NEW YORK-Sprint Spectrum L.P. and its wholly owned subsidiary, Sprint Spectrum Finance Corp., last week delayed and apparently downsized a planned issuance of $650 million in 10-year notes. By Aug. 15, the issue reportedly had been reduced in overall size to approximately $520 million.
Originally planned for sale Aug. 14, the deal was postponed until at least Aug. 16. At press time, neither officials of Sprint Spectrum nor the capital markets desk at Lehman Brothers Inc., New York, lead underwriter, were available to comment.
Last week was marked by renewed turmoil in the debt markets due to uncertainty about prospects for inflation. Additionally, the proposed Sprint Spectrum offering has been preceded by a large number of other public debt issues sold by other companies in the brand new personal communications services sector.
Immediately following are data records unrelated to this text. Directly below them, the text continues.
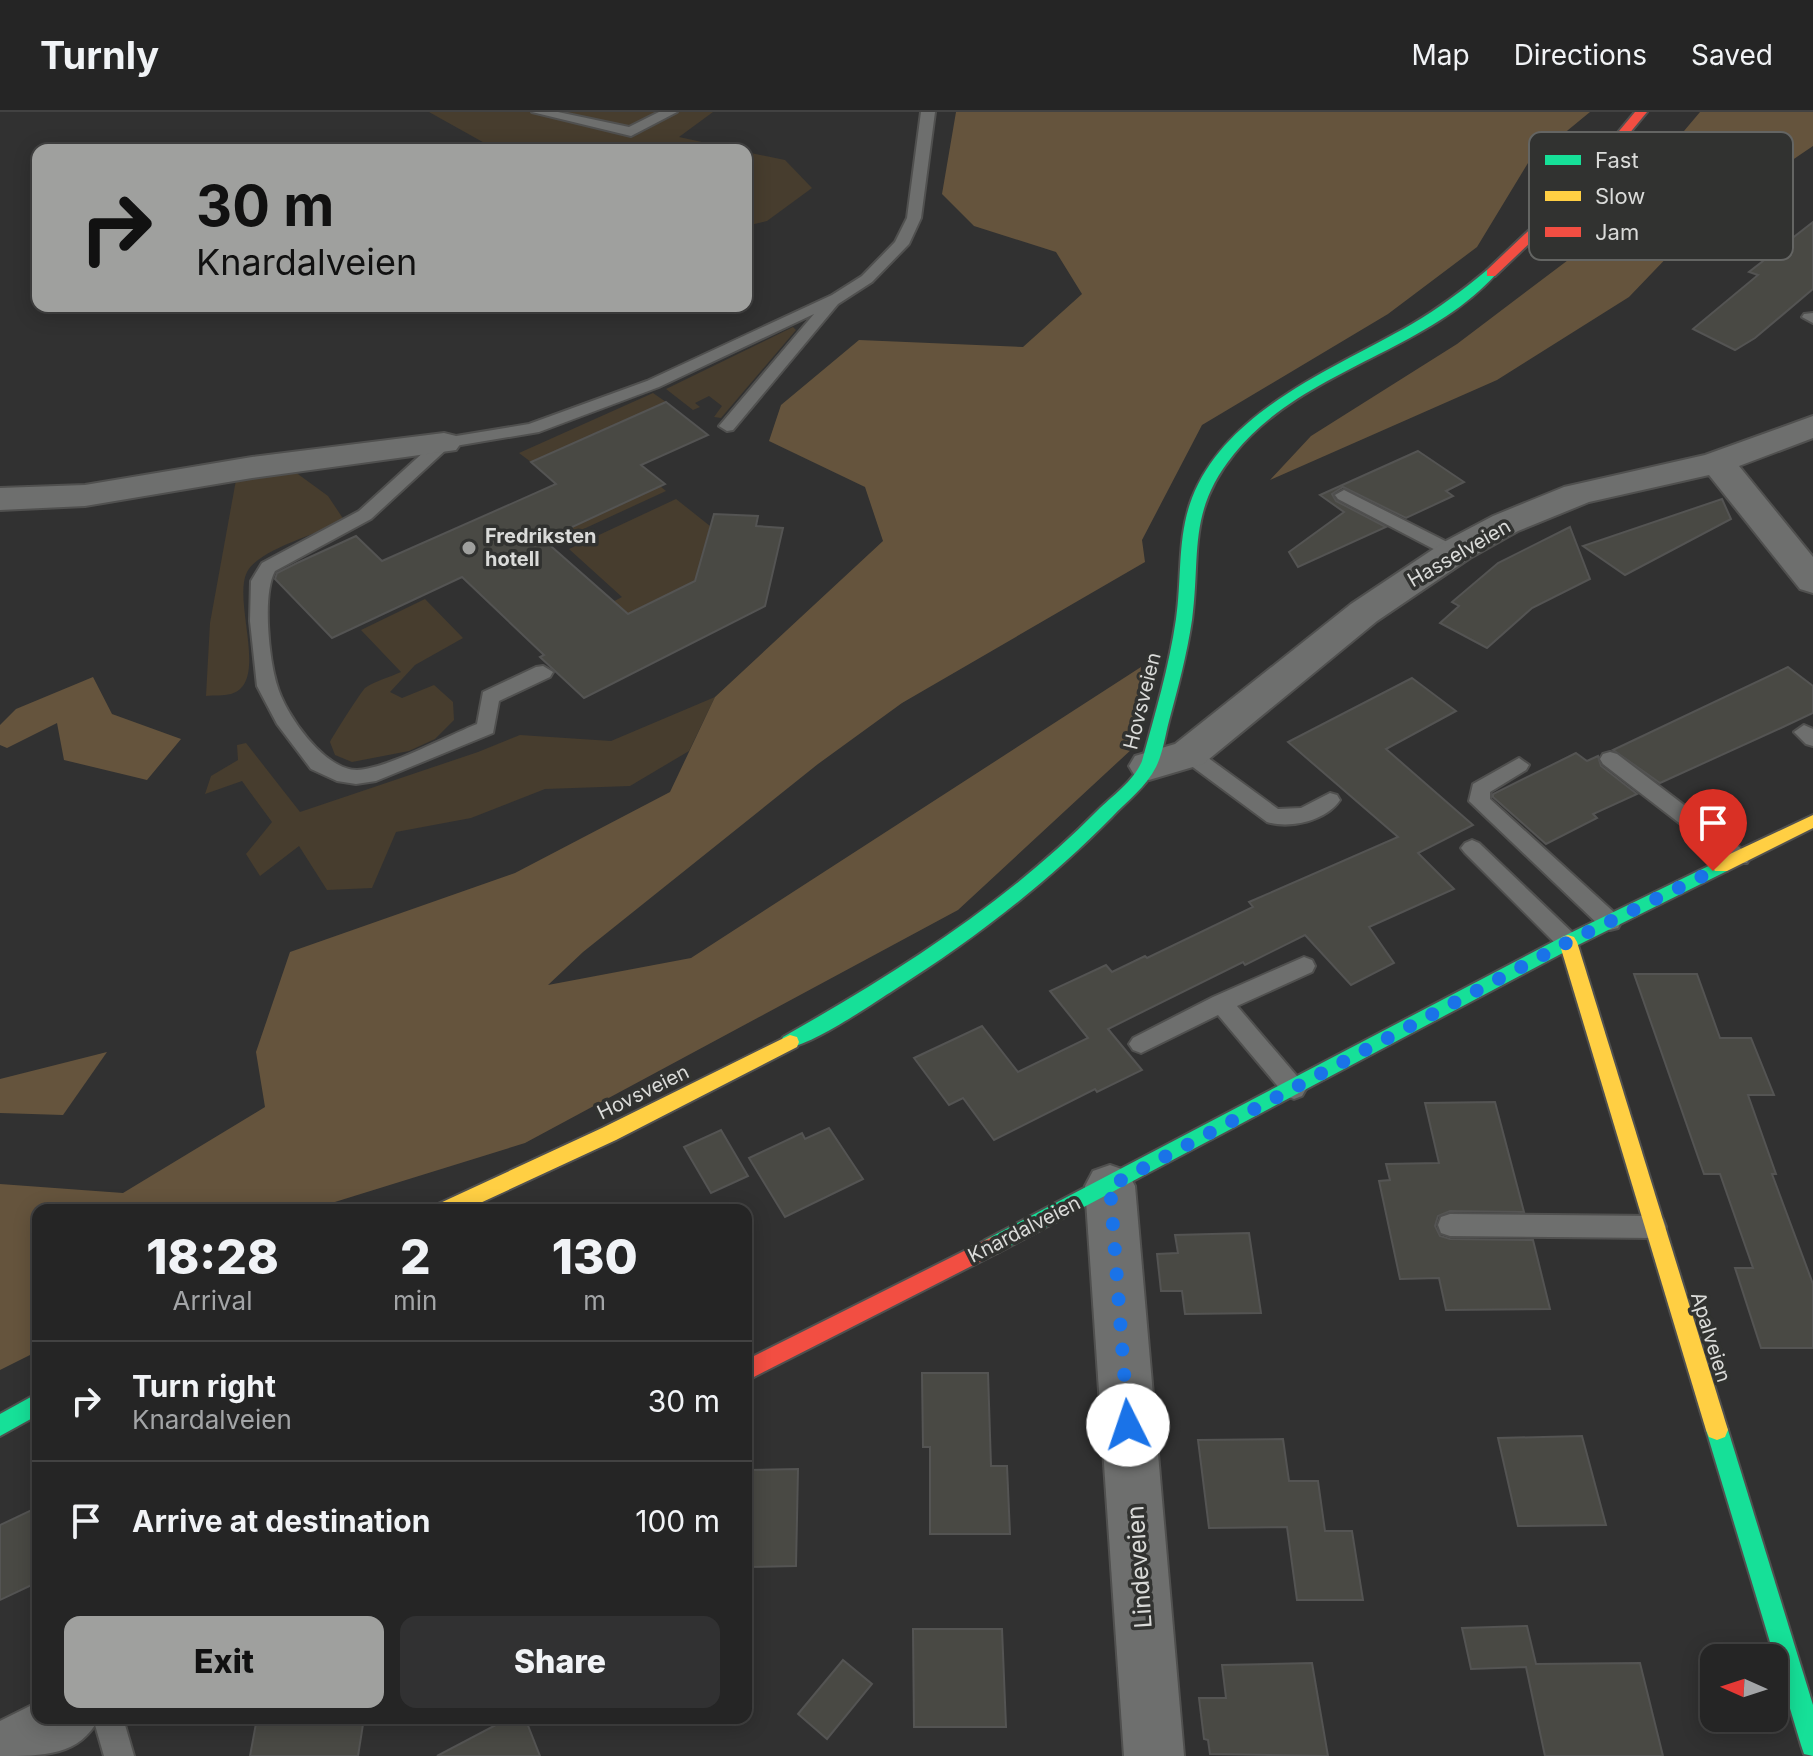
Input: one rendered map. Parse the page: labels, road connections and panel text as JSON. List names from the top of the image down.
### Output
{
  "streets": {
    "street": [
      "Hasselveien",
      "Hovsveien",
      "Knardalveien",
      "Apalveien",
      "Lindeveien"
    ]
  },
  "crossings": [
    ["Hasselveien", "Hovsveien"],
    ["Knardalveien", "Apalveien"],
    ["Knardalveien", "Lindeveien"]
  ],
  "places": ["Fredriksten hotell"],
  "legend": ["Fast", "Slow", "Jam"],
  "north": "left",
  "page": {
    "header": "Turnly",
    "nav": ["Map", "Directions", "Saved"],
    "turn": ["30 m", "Knardalveien"],
    "eta": [
      "18:28",
      "Arrival",
      "2",
      "min",
      "130",
      "m"
    ],
    "list": [
      {
        "name": "Turn right",
        "note": "Knardalveien",
        "value": "30 m"
      },
      {
        "name": "Arrive at destination",
        "value": "100 m"
      }
    ],
    "buttons": ["Exit", "Share"]
  }
}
The note issue is to be divided into two parts, or tranches. The senior discount note tranche, originally envisioned as totaling $500 million, reportedly was reduced to $270 million; the senior note tranche, originally planned at $150 million, was increased to $250 million.
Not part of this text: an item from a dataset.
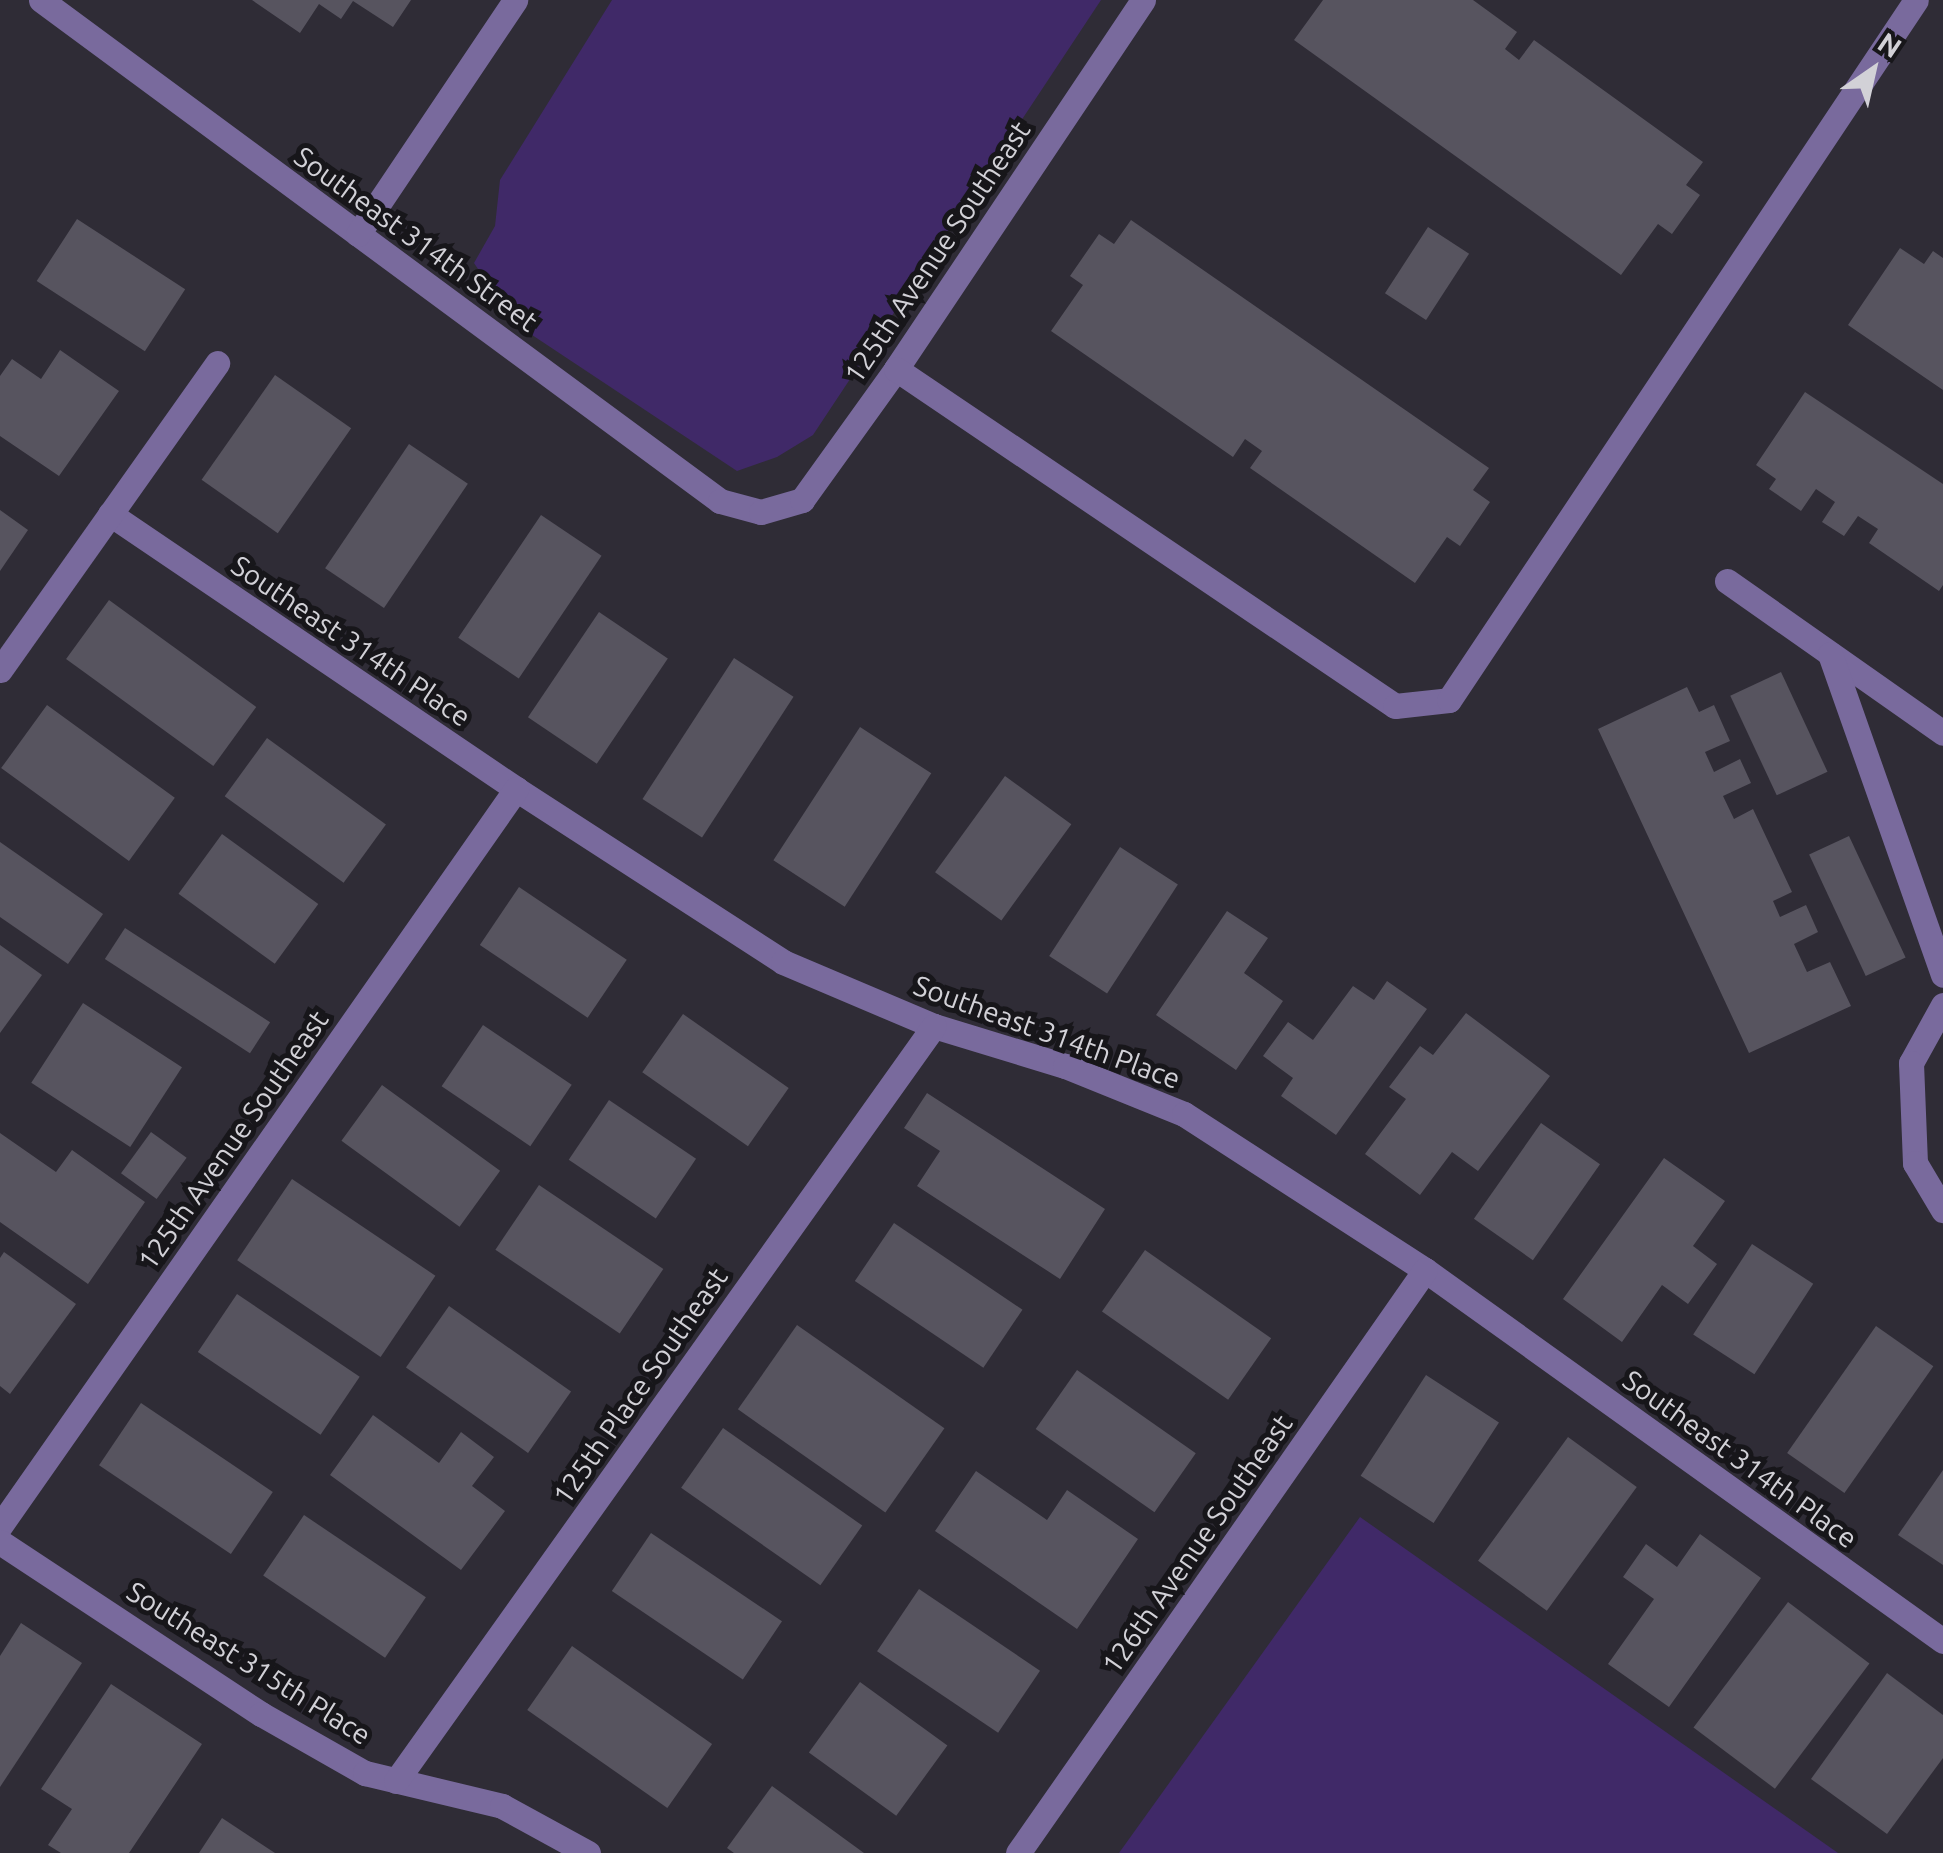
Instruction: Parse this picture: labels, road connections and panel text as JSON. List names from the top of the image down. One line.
{"streets":{"street":["Southeast 314th Street","125th Avenue Southeast","Southeast 314th Place","125th Place Southeast","126th Avenue Southeast","Southeast 315th Place"]},"crossings":[["Southeast 314th Street","125th Avenue Southeast"],["125th Avenue Southeast","Southeast 314th Place"],["Southeast 314th Place","125th Place Southeast"],["Southeast 314th Place","126th Avenue Southeast"],["125th Place Southeast","Southeast 315th Place"]],"north":"top right"}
Proceeds of the offering are intended partly for use in building out the partnership’s nationwide personal communications services network. Among other things, the capital raised also may be used to finance bids in the Federal Communications Commission’s D-, E- and F-block auctions if Sprint Spectrum elects to participate, according to the preliminary prospectus for the deal.
The notes have received speculative-grade ratings of B2 from Moody’s Investors Service Inc. and B+ from Standard & Poor’s Corp., both in New York.